Tata Motors supplied 400 vehicles for use by the Timorese police and other government agencies in 2006.

==Cultural relations==
As of December 2016, around 25 Indians are employed as advisors in the various Ministries, UN agencies and international donors based in Timor-Leste. There are also some Indian entrepreneurs, and others involved in trading and the restaurant business. There is a small community of Timorese nationals of Goan descent in Timor-Leste. Some members of the community have achieved prominence in the country such as former Defense Minister Roque Rodrigues. Manuel Longuinhos was a Prosecutor General and the first-ever surgeon in Timor-Leste. There are also a few prominent Indian ecumenical and business families.

Several East Timorese students study at Father Muller's educational institutions in Mangalore, Karnataka.

== Foreign aid ==
Assam-based Cane and Bamboo Technology Centre (CBTC) served as the technical partner for a project to establish a bamboo skills development and demonstration centre in Timor-Leste that was initially begun by the United Nations Industrial Development Organization (UNIDO) in October 2004. The $1 million project is aimed at establishing bamboo as an important sector in Timor-Leste, and was completed in May 2012.

The Government of India approved a grant in aid for infrastructure projects in Timor-Leste in October 2008. The Indian Embassy in Jakarta donated $100,000 to Timor-Leste in March 2010. In March 2014, India offered to establish a Centre of Excellence in Information Technology (CEIT) in Timor-Leste. India donated a fully equipped ambulance unit which can serve as a mobile operation theatre, funded at a cost of $71,0000 by the Indian Ministry of External Affairs, to the Timor-Leste Health Ministry in January 2016.

IBSA will provide funding for the “Conservation Agriculture, Permaculture and Sustainable Fisheries Management: Enhancing Food and Nutrition Security and Reducing Risk Disaster in TL" project developed by FAO and two NGOs.

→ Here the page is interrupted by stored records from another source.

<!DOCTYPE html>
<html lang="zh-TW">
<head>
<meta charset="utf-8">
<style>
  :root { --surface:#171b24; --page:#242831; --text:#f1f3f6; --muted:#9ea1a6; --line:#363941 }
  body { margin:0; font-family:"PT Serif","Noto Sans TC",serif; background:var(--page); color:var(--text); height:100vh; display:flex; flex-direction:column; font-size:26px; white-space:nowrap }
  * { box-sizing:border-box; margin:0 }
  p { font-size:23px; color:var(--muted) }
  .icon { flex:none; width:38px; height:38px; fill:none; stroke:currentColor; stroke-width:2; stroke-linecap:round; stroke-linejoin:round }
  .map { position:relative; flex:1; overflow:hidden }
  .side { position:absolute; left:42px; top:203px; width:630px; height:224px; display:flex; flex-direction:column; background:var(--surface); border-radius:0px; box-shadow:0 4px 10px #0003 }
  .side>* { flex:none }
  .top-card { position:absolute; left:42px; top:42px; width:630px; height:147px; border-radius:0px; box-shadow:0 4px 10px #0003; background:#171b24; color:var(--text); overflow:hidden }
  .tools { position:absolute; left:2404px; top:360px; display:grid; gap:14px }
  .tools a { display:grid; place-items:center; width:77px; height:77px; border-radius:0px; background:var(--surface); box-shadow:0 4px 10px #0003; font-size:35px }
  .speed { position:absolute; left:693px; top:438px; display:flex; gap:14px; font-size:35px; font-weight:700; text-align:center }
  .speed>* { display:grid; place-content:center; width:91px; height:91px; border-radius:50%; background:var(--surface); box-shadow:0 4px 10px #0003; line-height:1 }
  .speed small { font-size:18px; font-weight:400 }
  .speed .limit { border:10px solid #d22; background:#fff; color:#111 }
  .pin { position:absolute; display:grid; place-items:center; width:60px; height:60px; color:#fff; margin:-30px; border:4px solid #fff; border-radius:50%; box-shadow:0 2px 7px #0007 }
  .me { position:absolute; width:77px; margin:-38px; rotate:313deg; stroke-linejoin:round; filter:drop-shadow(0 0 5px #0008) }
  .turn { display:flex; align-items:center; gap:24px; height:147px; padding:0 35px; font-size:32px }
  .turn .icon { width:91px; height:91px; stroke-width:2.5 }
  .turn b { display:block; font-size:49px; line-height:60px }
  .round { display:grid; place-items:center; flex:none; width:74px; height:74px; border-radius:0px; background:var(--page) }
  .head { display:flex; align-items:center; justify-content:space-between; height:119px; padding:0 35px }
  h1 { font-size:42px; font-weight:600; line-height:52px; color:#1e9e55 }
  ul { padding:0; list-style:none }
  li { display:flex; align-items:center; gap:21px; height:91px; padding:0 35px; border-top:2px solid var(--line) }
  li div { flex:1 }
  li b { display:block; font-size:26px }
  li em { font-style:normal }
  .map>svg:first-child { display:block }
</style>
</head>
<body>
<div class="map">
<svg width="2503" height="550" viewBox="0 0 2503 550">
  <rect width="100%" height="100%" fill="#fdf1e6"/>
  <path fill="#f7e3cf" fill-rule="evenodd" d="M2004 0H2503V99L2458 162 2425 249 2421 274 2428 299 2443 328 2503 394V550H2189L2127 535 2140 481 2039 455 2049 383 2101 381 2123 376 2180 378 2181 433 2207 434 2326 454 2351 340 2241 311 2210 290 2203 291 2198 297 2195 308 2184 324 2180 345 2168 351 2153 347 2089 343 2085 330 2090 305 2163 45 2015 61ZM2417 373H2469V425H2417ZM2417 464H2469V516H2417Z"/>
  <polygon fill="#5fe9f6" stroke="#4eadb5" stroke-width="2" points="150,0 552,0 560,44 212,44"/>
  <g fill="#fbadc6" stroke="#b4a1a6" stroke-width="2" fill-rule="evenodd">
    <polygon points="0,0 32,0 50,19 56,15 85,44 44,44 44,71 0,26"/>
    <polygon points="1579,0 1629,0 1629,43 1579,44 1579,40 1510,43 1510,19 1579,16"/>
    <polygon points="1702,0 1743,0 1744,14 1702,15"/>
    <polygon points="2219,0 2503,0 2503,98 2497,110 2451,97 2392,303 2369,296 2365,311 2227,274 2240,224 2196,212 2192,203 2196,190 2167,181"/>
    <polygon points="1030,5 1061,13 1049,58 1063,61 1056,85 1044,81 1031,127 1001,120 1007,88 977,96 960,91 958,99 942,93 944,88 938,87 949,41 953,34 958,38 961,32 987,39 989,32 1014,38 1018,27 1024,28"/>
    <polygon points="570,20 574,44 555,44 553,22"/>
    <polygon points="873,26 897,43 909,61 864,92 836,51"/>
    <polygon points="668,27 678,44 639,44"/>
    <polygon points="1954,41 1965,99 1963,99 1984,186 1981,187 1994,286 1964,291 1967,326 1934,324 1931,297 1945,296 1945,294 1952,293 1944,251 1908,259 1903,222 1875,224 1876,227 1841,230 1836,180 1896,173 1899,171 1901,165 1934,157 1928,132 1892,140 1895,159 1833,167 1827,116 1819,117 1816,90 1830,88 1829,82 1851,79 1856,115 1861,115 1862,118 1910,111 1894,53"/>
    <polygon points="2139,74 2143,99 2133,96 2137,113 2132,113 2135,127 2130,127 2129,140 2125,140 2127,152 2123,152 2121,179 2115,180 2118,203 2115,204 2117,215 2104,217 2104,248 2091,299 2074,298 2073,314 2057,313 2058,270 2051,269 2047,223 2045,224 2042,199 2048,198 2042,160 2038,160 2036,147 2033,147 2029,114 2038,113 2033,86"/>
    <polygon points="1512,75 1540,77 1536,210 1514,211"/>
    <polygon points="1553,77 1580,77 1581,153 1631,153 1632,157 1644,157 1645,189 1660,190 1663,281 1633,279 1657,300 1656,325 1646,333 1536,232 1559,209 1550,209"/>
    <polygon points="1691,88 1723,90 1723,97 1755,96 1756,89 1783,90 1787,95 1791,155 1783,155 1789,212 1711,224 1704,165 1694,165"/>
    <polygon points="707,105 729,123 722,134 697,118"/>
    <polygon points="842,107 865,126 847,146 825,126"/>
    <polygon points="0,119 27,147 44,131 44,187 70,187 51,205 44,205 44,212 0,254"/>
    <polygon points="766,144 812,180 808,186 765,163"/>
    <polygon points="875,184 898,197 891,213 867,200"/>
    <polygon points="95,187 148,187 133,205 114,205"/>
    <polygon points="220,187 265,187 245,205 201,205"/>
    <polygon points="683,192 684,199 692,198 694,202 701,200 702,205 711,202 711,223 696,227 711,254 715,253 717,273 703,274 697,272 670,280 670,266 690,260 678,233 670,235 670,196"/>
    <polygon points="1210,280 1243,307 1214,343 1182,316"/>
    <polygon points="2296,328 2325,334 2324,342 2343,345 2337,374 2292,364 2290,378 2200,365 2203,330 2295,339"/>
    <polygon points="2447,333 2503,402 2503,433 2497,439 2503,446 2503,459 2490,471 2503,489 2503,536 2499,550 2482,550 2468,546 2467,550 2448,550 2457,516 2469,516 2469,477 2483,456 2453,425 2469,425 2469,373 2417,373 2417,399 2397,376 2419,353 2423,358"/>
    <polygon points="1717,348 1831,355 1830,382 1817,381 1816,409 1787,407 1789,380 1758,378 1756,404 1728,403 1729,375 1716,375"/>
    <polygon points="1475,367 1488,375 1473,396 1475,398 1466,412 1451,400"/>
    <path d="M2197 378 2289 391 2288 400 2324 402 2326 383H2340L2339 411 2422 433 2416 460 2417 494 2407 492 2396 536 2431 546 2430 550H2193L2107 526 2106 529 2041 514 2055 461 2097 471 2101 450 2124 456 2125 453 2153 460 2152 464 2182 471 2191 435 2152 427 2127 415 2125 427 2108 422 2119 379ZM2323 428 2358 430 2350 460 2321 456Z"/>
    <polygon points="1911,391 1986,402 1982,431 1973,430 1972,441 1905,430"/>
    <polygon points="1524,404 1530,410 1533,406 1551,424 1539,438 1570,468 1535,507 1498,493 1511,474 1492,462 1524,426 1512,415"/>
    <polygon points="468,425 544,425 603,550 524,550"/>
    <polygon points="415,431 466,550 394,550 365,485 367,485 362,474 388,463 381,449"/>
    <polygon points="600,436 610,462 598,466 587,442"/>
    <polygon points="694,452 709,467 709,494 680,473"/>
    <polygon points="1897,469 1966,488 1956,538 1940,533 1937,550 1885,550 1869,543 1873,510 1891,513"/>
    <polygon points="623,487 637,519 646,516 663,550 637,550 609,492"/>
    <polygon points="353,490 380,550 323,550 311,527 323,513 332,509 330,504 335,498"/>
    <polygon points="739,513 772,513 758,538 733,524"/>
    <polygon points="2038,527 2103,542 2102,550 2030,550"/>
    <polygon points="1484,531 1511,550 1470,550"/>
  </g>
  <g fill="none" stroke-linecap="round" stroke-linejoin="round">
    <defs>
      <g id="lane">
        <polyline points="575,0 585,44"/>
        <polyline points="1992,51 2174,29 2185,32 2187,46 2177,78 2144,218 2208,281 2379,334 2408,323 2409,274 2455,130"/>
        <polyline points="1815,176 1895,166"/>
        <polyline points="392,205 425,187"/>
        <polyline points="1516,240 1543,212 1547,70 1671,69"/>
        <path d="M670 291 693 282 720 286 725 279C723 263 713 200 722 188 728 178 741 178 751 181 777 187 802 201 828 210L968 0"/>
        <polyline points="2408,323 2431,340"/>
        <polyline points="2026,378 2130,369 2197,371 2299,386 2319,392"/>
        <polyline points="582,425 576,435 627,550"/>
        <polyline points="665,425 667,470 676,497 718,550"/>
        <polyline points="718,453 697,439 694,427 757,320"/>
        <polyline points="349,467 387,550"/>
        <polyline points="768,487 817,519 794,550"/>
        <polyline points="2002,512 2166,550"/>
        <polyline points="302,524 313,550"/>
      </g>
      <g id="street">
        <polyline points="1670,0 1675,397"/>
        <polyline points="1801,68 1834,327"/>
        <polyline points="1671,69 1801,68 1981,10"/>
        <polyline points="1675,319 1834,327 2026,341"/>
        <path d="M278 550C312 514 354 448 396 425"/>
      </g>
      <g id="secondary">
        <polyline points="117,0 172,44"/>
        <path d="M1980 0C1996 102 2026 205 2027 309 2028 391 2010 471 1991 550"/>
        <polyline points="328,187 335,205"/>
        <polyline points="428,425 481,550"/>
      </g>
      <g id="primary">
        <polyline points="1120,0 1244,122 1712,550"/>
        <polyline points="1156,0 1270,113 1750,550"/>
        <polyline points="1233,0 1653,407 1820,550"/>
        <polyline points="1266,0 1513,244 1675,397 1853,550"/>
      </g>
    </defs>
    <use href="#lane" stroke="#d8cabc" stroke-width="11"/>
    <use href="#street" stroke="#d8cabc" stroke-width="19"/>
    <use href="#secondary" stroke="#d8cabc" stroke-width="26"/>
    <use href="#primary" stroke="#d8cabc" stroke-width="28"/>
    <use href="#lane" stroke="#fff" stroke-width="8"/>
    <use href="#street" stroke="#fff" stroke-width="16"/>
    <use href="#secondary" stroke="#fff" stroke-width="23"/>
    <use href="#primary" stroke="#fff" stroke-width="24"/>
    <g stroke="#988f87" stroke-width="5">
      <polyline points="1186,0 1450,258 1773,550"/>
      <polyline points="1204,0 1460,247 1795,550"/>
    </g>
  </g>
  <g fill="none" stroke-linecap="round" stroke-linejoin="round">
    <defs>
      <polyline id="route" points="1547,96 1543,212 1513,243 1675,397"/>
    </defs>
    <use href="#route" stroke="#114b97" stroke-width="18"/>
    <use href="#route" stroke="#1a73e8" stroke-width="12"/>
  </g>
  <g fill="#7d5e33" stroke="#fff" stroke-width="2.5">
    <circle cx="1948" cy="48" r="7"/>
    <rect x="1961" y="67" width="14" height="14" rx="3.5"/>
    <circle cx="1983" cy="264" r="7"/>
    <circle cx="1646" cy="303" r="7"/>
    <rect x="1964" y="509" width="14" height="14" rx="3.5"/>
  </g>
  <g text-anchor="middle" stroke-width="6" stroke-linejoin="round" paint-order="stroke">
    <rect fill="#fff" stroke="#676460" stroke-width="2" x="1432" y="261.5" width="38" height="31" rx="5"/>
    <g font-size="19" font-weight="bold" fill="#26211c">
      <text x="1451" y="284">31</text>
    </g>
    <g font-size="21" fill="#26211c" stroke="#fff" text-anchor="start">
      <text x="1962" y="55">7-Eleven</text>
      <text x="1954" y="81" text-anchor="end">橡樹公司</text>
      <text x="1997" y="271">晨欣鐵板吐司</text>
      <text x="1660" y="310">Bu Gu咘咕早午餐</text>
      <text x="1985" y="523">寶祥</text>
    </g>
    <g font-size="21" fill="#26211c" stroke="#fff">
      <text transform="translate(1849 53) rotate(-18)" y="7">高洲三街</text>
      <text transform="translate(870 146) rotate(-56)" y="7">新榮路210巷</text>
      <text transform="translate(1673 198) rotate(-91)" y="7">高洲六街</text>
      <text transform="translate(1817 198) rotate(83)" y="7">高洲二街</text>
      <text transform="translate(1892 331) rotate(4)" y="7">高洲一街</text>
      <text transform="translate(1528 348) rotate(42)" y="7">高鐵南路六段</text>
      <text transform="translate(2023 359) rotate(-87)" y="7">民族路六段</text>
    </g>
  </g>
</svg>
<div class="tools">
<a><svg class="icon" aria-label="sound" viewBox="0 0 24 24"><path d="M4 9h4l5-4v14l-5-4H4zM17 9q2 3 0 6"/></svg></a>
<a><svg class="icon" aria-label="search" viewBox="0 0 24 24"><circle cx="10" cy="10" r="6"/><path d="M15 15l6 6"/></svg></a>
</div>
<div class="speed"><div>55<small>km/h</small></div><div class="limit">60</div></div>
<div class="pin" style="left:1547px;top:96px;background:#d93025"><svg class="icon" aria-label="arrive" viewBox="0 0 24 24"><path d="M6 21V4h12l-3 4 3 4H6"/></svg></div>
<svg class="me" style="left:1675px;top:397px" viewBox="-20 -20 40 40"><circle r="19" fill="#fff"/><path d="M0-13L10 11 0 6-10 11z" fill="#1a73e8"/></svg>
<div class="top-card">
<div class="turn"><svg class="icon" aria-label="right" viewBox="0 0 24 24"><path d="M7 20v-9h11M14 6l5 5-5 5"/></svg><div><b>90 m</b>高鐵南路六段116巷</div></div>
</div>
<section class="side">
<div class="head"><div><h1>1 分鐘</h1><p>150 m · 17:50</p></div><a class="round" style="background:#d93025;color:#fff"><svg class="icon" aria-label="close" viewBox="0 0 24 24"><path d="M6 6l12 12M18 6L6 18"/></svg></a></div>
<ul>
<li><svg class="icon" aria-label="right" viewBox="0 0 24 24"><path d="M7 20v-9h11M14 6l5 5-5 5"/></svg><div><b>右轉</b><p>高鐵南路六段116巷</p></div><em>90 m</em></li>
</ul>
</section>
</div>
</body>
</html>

Citizens of Timor-Leste are eligible for scholarships under the Indian Technical and Economic Cooperation Programme, the Indian Council for Cultural Relations, and the General Cultural Scholarship Scheme (GCSS). East Timorese diplomats have also attended the Professional Course for Foreign Diplomats (PCFD) organised by the Foreign Service Institute of the Ministry of External Affairs. India also provided training for East Timorese women in association with the East Timor Development Agency.